[Collected data entries]
........

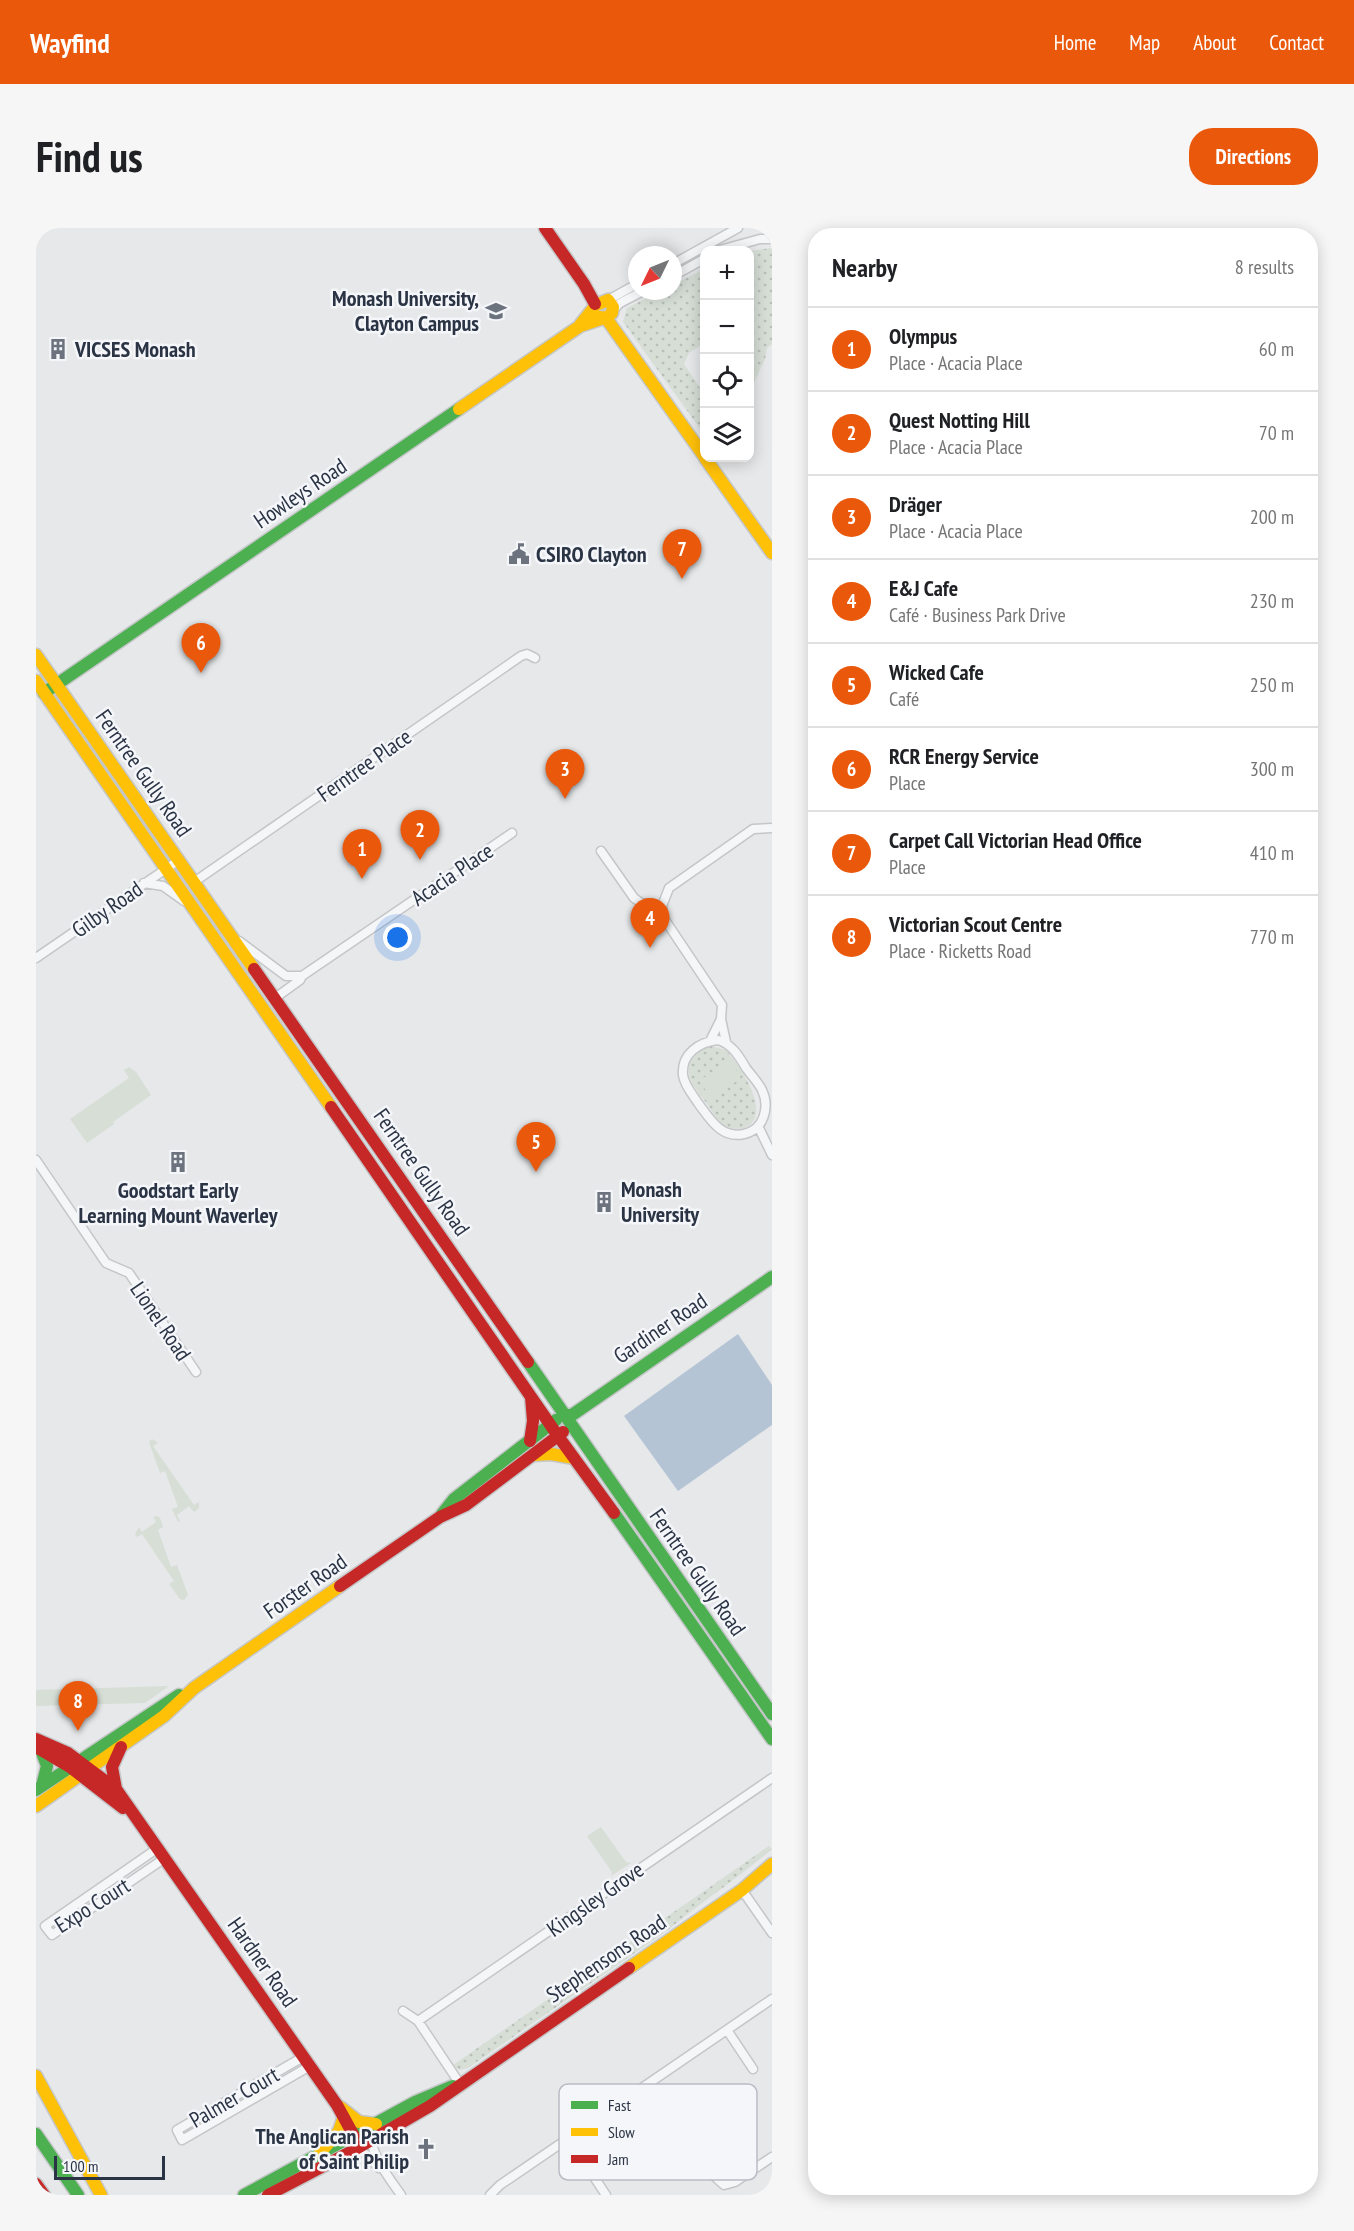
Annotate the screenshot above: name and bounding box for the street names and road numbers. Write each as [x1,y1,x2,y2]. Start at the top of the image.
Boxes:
street label: Howleys Road [248,452,352,534]
street label: Ferntree Gully Road [90,704,198,842]
street label: Ferntree Place [311,722,417,808]
street label: Acacia Place [406,836,498,912]
street label: Gilby Road [66,875,148,943]
street label: Ferntree Gully Road [368,1103,476,1241]
street label: Lionel Road [124,1276,198,1366]
street label: Gardiner Road [608,1286,712,1370]
street label: Ferntree Gully Road [644,1503,752,1641]
street label: Forster Road [258,1547,352,1625]
street label: Kingsley Grove [541,1855,649,1943]
street label: Expo Court [49,1871,135,1939]
street label: Stephensons Road [541,1908,671,2008]
street label: Hardner Road [222,1912,304,2012]
street label: Palmer Court [184,2060,284,2134]

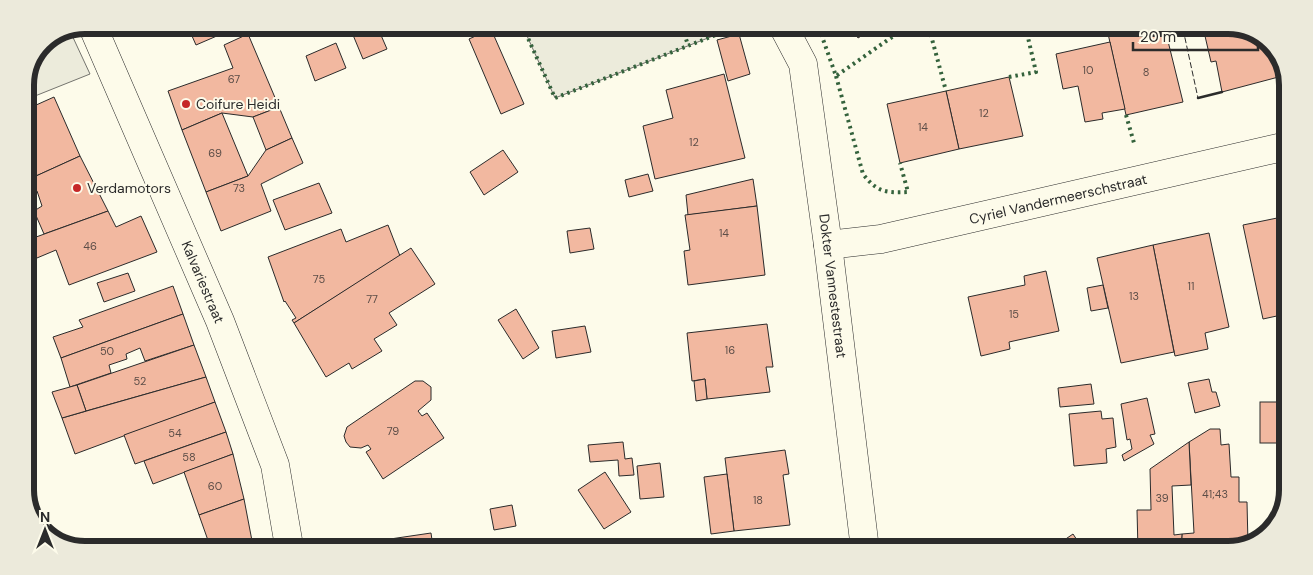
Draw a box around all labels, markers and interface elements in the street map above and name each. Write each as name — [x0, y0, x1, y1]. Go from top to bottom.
scale bar — [1133, 20, 1258, 52]
text: 20 m — [1140, 27, 1176, 47]
house number: 10 — [1083, 63, 1093, 77]
house number: 8 — [1143, 65, 1149, 79]
house number: 67 — [228, 72, 240, 86]
place label: Coifure Heidi — [196, 95, 280, 113]
marker: Coifure Heidi — [180, 98, 192, 110]
house number: 12 — [979, 106, 989, 120]
house number: 14 — [918, 120, 928, 134]
house number: 12 — [689, 135, 699, 149]
house number: 69 — [208, 146, 222, 160]
street label: Cyriel Vandermeerschstraat — [967, 170, 1149, 228]
place label: Verdamotors — [87, 179, 171, 197]
house number: 73 — [233, 181, 245, 195]
marker: Verdamotors — [71, 182, 83, 194]
street label: Dokter Vannestestraat — [815, 213, 851, 359]
house number: 14 — [719, 226, 729, 240]
street label: Kalvariestraat — [178, 238, 228, 326]
house number: 46 — [83, 239, 97, 253]
house number: 75 — [313, 272, 325, 286]
house number: 11 — [1188, 279, 1194, 293]
house number: 13 — [1129, 289, 1139, 303]
house number: 77 — [366, 292, 378, 306]
house number: 15 — [1009, 307, 1019, 321]
house number: 16 — [725, 343, 735, 357]
house number: 50 — [100, 344, 114, 358]
house number: 52 — [134, 374, 146, 388]
house number: 79 — [387, 424, 399, 438]
house number: 54 — [168, 426, 182, 440]
house number: 58 — [182, 450, 196, 464]
house number: 60 — [208, 479, 222, 493]
house number: 41;43 — [1202, 487, 1228, 501]
house number: 39 — [1155, 491, 1169, 505]
house number: 18 — [753, 493, 763, 507]
north arrow — [20, 505, 70, 555]
text: N — [40, 508, 50, 526]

........

> [Exercise instructions] Return every line of the records exactly as given, pictures excluded.

> [Solved exercise]
Annotate the screenshot above: name and bounding box for the street names and road numbers. Write each as [x1,y1,x2,y2]. Start at the top of the image.
Boxes:
street label: Howleys Road [248,452,352,534]
street label: Ferntree Gully Road [90,704,198,842]
street label: Ferntree Place [311,722,417,808]
street label: Acacia Place [406,836,498,912]
street label: Gilby Road [66,875,148,943]
street label: Ferntree Gully Road [368,1103,476,1241]
street label: Lionel Road [124,1276,198,1366]
street label: Gardiner Road [608,1286,712,1370]
street label: Ferntree Gully Road [644,1503,752,1641]
street label: Forster Road [258,1547,352,1625]
street label: Kingsley Grove [541,1855,649,1943]
street label: Expo Court [49,1871,135,1939]
street label: Stephensons Road [541,1908,671,2008]
street label: Hardner Road [222,1912,304,2012]
street label: Palmer Court [184,2060,284,2134]

Draw a box around all labels, markers and interface elements in the street map above and name each. Write each as name — [x0, y0, x1, y1]. Go from top to bottom.
scale bar — [1133, 20, 1258, 52]
text: 20 m — [1140, 27, 1176, 47]
house number: 10 — [1083, 63, 1093, 77]
house number: 8 — [1143, 65, 1149, 79]
house number: 67 — [228, 72, 240, 86]
place label: Coifure Heidi — [196, 95, 280, 113]
marker: Coifure Heidi — [180, 98, 192, 110]
house number: 12 — [979, 106, 989, 120]
house number: 14 — [918, 120, 928, 134]
house number: 12 — [689, 135, 699, 149]
house number: 69 — [208, 146, 222, 160]
street label: Cyriel Vandermeerschstraat — [967, 170, 1149, 228]
place label: Verdamotors — [87, 179, 171, 197]
house number: 73 — [233, 181, 245, 195]
marker: Verdamotors — [71, 182, 83, 194]
street label: Dokter Vannestestraat — [815, 213, 851, 359]
house number: 14 — [719, 226, 729, 240]
street label: Kalvariestraat — [178, 238, 228, 326]
house number: 46 — [83, 239, 97, 253]
house number: 75 — [313, 272, 325, 286]
house number: 11 — [1188, 279, 1194, 293]
house number: 13 — [1129, 289, 1139, 303]
house number: 77 — [366, 292, 378, 306]
house number: 15 — [1009, 307, 1019, 321]
house number: 16 — [725, 343, 735, 357]
house number: 50 — [100, 344, 114, 358]
house number: 52 — [134, 374, 146, 388]
house number: 79 — [387, 424, 399, 438]
house number: 54 — [168, 426, 182, 440]
house number: 58 — [182, 450, 196, 464]
house number: 60 — [208, 479, 222, 493]
house number: 41;43 — [1202, 487, 1228, 501]
house number: 39 — [1155, 491, 1169, 505]
house number: 18 — [753, 493, 763, 507]
north arrow — [20, 505, 70, 555]
text: N — [40, 508, 50, 526]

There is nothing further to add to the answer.